Los mercaderes no se rendirán, nunca lo han hecho; lucharán para sacarlo de tu equipo pobre, ¡un fenómeno así en ese vertedero!, querrán comprarlo, sobornarlo, eliminarlo antes de que haga realidad el mundo que te prometió como respuesta a tus preguntas por Dios y por la Muerte. Sonreís tranquilo porque Diego ya firmó un pacto con vos y no te va a fallar. Nunca. 

Y vendrán las redes que pescan goles, enemigos apilados, postrados, convertidos, un botinazo, el ángulo imposible, y los gritos, las copas multiplicadas como panes, gloria, la mayor felicidad, ¡y no podrás dormir tantas noches!

(Yo tampoco podré dormir, ni en el mundial 86 ni nueve años más tarde, cuando mi vieja entre en mi habitación y me diga que Diego firma con Newell’s. No es posible; Diego en mi cancha, en mi casa de Rosario, con la misma camiseta que yo. Por eso te entiendo, por eso lloro con vos ese 5 de julio del 84 y te digo que está bien así.)

El hambre, la miseria y el sueño seguirán pinchándote. Palos, plomos y tridentes, pero dolerán menos, te harás más grande, poderoso. Ese es el milagro del nuevo D10S, que te trae confianza, orgullo napolitano, que revienta tu vergüenza, te vuelve más humano. En Roma jamás lo reconocerán divino, dirán que nadie ha resucitado ni se ha curado de ninguna enfermedad, que no ha pasado nada. Da igual, vos y yo sabemos la verdad. Y ellos también. 

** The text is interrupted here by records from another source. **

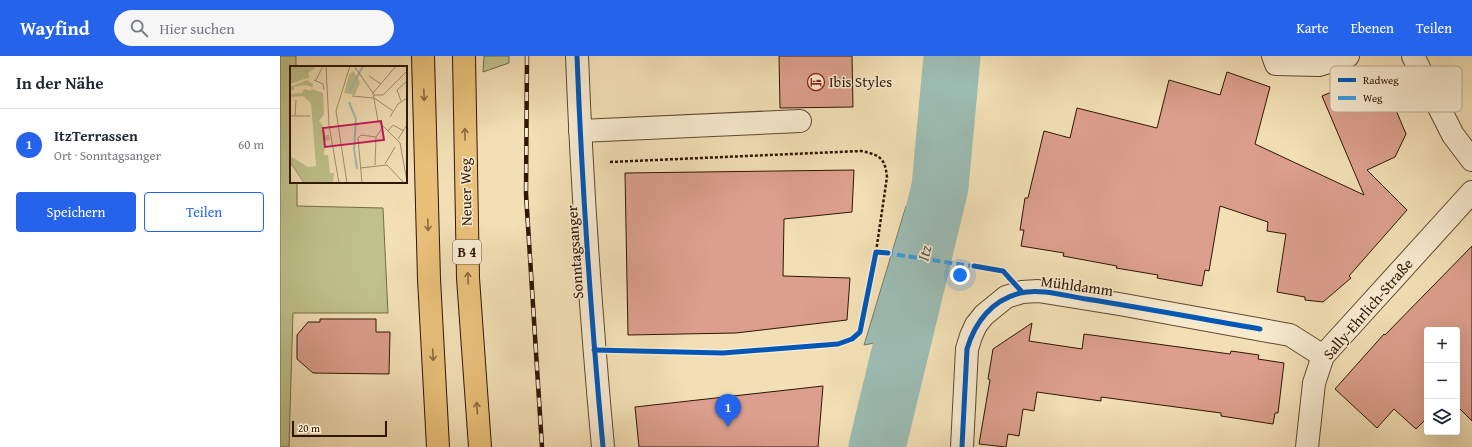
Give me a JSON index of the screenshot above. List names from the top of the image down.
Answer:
{
  "streets": {
    "highway": ["Neuer Weg", "B 4"],
    "street": ["Sonntagsanger", "Mühldamm", "Sally-Ehrlich-Straße"]
  },
  "crossings": [
    ["Mühldamm", "Sally-Ehrlich-Straße"]
  ],
  "water": ["Itz"],
  "places": {
    "hotel": ["Ibis Styles"]
  },
  "legend": ["Radweg", "Weg"],
  "scale_bar": "20 m",
  "page": {
    "header": "Wayfind",
    "search": "Hier suchen",
    "nav": ["Karte", "Ebenen", "Teilen"],
    "heading": "In der Nähe",
    "list": [
      {
        "mark": "1",
        "name": "ItzTerrassen",
        "note": "Ort · Sonntagsanger",
        "value": "60 m"
      }
    ],
    "buttons": ["Speichern", "Teilen"],
    "map_buttons": ["+", "−"],
    "pins": "1",
    "scale": "20 m"
  }
}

El 5 de julio de 1984, el niño de barro que fuiste empezó a creer. Desde aquél día te atreviste a reír a la cara de la muerte y de cualquiera, sin alejarte del barrio, abrazado a todos. Treinta y cinco años más viejos, te vi al pasar por el taller del Quartieri Spagnoli, mientras te limpiabas la cara con un trapo, ya con el pelo blanco, el póster amarillo de Diego a tu espalda y una frase que pintaste en azul: “nadie queda atrás”. Me toqué el corazón, levantaste el mentón y eso fue todo. No necesitamos más.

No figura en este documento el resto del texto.